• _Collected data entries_

<<<<

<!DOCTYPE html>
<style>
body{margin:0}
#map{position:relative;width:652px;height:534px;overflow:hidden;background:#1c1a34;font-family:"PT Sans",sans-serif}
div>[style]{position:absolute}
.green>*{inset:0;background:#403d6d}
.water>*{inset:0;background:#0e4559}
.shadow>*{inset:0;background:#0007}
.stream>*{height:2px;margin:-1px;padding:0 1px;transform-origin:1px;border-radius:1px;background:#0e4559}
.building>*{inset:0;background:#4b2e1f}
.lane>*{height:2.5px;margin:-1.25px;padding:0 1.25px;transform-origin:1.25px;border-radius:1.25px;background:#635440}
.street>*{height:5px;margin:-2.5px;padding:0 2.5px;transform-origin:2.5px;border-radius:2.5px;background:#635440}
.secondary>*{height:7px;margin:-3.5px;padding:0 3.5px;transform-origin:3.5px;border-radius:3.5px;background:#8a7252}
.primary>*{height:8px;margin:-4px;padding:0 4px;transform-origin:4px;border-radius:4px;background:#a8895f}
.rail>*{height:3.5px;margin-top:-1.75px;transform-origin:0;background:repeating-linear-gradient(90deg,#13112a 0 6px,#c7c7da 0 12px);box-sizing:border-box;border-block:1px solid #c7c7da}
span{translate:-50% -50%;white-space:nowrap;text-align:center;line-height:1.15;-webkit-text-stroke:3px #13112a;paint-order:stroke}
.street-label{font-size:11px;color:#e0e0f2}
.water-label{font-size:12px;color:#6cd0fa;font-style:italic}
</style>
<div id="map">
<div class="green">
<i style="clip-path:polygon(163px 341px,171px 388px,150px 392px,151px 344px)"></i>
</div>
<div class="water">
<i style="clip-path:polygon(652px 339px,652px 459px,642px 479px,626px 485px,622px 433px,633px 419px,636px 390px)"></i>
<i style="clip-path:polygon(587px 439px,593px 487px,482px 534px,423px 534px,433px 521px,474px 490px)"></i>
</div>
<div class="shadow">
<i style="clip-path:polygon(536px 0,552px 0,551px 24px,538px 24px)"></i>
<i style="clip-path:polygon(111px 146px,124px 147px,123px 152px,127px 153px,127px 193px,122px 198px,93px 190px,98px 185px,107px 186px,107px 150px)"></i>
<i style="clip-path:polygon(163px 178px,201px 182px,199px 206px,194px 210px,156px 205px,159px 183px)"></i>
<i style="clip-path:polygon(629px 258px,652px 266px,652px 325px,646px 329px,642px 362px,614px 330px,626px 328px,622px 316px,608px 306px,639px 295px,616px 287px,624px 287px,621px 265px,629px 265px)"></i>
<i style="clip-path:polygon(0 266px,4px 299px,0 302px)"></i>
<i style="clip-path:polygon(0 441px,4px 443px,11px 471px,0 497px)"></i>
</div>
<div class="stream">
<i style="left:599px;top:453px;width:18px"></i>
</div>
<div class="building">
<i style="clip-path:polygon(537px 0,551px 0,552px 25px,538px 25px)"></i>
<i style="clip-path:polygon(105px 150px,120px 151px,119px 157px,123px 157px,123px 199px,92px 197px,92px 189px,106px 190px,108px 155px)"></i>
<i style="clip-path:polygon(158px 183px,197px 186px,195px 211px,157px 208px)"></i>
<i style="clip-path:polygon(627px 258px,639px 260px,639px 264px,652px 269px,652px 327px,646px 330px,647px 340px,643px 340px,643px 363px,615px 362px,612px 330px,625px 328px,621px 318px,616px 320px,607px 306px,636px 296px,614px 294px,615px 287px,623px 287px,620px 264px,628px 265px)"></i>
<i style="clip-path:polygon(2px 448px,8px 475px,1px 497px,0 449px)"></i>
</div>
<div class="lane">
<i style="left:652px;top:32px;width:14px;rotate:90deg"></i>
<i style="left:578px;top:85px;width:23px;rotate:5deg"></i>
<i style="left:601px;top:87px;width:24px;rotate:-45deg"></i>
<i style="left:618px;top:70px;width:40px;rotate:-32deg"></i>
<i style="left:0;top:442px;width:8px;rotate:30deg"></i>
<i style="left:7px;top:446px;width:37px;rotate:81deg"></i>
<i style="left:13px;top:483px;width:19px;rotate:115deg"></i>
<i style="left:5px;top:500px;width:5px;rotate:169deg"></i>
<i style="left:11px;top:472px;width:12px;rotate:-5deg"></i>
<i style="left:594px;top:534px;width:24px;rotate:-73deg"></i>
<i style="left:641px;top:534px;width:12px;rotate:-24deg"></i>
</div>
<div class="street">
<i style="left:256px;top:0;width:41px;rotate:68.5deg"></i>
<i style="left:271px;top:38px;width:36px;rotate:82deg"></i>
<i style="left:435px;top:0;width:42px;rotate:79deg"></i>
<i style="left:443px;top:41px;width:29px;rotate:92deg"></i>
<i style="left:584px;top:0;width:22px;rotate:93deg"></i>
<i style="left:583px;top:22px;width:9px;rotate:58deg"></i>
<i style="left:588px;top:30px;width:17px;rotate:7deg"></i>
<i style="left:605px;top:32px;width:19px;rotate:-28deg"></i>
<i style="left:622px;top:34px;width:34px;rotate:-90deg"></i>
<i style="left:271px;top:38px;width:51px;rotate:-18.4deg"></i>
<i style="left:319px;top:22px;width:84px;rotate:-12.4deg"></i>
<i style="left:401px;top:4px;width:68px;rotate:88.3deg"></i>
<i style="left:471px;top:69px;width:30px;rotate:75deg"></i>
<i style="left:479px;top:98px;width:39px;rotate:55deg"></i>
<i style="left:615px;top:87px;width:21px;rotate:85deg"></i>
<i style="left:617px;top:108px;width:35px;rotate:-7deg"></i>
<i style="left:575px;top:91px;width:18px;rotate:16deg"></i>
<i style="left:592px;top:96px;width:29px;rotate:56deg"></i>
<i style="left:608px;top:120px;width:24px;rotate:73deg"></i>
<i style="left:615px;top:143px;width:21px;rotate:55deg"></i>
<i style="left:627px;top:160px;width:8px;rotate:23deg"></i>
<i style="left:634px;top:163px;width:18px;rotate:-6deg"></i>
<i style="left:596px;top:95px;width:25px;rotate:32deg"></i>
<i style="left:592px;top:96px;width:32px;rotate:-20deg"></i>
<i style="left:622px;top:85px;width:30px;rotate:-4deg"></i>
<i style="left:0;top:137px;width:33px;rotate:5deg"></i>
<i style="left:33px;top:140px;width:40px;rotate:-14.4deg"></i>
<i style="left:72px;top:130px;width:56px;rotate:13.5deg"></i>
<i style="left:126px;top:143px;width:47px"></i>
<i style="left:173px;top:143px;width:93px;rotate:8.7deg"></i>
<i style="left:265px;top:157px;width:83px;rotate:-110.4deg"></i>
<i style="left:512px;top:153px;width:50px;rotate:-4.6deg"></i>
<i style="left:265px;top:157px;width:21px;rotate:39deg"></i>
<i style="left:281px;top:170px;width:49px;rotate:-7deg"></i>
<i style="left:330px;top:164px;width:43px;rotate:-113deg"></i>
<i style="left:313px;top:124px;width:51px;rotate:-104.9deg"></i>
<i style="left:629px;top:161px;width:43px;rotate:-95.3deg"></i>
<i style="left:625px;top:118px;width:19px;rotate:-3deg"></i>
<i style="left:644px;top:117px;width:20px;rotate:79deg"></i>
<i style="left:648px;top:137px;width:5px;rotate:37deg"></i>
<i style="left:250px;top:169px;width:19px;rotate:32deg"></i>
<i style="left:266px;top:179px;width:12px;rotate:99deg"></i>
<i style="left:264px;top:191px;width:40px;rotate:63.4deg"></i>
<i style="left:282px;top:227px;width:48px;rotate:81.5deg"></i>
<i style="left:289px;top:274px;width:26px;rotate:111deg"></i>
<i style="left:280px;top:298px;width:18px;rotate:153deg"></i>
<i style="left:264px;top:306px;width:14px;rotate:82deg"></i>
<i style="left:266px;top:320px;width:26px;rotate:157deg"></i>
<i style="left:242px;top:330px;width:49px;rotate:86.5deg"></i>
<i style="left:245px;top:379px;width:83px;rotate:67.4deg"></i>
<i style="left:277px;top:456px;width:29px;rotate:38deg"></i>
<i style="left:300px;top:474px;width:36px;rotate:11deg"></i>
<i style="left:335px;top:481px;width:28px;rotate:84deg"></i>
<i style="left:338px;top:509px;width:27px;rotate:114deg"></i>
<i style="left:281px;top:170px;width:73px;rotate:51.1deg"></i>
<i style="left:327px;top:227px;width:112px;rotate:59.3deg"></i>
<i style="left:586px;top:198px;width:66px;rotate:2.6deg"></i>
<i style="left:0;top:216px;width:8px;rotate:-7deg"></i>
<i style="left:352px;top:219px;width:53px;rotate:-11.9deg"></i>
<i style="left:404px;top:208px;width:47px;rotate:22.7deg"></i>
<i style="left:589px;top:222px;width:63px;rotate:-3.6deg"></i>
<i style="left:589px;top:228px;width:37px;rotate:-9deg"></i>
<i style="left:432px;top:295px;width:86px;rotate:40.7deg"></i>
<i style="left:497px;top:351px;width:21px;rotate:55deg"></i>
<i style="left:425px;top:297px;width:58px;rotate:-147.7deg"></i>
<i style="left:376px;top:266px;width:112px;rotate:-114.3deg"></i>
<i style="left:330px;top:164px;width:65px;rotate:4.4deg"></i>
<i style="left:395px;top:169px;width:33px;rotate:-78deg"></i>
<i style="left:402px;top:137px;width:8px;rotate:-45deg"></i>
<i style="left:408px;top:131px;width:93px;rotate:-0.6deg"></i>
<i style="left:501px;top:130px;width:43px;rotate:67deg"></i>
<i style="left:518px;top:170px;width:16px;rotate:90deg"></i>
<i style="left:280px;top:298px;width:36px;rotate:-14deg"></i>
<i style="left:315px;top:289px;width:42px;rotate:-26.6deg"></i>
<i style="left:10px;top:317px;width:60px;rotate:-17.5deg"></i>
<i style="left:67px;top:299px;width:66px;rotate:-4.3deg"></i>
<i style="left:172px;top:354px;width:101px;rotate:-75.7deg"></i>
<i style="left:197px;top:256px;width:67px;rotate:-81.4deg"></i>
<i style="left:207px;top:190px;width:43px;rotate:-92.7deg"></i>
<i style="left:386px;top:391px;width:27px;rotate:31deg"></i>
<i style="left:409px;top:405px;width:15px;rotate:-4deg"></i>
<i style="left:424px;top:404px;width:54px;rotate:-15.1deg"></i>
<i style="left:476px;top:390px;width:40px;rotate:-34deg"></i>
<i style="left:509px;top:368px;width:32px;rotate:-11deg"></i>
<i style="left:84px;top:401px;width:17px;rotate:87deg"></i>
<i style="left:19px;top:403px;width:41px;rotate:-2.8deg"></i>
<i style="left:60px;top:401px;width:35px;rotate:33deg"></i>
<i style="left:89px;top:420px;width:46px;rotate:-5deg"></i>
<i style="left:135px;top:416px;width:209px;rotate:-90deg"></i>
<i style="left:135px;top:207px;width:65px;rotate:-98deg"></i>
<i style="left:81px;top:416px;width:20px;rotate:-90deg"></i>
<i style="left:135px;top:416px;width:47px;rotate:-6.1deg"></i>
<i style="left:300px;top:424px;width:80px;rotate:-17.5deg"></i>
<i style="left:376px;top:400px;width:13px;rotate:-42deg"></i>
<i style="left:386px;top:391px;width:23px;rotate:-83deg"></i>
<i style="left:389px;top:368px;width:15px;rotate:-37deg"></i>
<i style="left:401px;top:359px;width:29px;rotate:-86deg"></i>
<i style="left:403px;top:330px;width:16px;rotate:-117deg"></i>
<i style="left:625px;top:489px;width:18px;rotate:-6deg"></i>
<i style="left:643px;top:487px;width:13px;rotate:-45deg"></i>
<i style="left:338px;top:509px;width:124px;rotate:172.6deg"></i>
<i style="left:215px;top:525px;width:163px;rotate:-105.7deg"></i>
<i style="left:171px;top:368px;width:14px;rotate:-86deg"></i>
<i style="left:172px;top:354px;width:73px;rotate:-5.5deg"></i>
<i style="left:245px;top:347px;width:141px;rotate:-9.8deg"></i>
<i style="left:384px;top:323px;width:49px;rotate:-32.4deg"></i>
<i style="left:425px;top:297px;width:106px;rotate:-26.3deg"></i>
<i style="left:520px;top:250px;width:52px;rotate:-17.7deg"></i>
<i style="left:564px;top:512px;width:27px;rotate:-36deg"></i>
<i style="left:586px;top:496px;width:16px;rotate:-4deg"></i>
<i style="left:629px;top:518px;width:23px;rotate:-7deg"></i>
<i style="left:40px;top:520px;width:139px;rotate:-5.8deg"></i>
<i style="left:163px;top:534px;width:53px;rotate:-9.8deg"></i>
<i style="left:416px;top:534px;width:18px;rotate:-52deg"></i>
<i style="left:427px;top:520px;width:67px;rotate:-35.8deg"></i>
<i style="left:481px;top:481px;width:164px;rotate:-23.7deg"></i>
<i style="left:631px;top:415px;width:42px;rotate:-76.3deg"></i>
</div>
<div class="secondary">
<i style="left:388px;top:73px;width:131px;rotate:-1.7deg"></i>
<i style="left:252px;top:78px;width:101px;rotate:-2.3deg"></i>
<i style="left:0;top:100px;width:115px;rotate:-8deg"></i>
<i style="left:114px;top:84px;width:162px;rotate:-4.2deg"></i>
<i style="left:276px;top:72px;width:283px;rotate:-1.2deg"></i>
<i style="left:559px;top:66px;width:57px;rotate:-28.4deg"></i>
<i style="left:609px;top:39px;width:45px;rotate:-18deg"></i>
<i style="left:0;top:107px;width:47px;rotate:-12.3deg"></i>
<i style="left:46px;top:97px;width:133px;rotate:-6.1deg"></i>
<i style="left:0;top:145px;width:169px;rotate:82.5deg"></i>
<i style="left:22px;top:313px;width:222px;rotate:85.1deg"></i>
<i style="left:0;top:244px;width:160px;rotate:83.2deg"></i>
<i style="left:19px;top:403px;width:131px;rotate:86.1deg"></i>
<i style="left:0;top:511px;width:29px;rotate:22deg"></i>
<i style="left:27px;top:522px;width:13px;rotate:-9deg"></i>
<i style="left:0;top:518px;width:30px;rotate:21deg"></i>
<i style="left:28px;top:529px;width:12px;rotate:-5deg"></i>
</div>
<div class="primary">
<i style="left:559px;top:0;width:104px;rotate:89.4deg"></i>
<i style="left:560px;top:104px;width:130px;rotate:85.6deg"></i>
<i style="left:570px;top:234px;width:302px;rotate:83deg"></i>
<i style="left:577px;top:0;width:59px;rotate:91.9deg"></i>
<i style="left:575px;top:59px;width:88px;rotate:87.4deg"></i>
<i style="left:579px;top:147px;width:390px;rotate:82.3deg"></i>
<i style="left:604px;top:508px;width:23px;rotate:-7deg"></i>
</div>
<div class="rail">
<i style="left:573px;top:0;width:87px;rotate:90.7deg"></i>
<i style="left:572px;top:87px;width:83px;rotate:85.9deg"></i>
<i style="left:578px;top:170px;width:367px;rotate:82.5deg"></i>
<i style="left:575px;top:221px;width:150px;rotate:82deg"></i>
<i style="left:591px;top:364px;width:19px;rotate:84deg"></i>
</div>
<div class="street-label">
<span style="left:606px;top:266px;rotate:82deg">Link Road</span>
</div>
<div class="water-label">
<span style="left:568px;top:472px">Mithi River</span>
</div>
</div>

>>>>

• _EXERCISE OBJECTIVE_
Which lines in the data above hold the word "stream"? Return each of them.

• _RESPONSE BELOW_
.stream>*{height:2px;margin:-1px;padding:0 1px;transform-origin:1px;border-radius:1px;background:#0e4559}
<div class="stream">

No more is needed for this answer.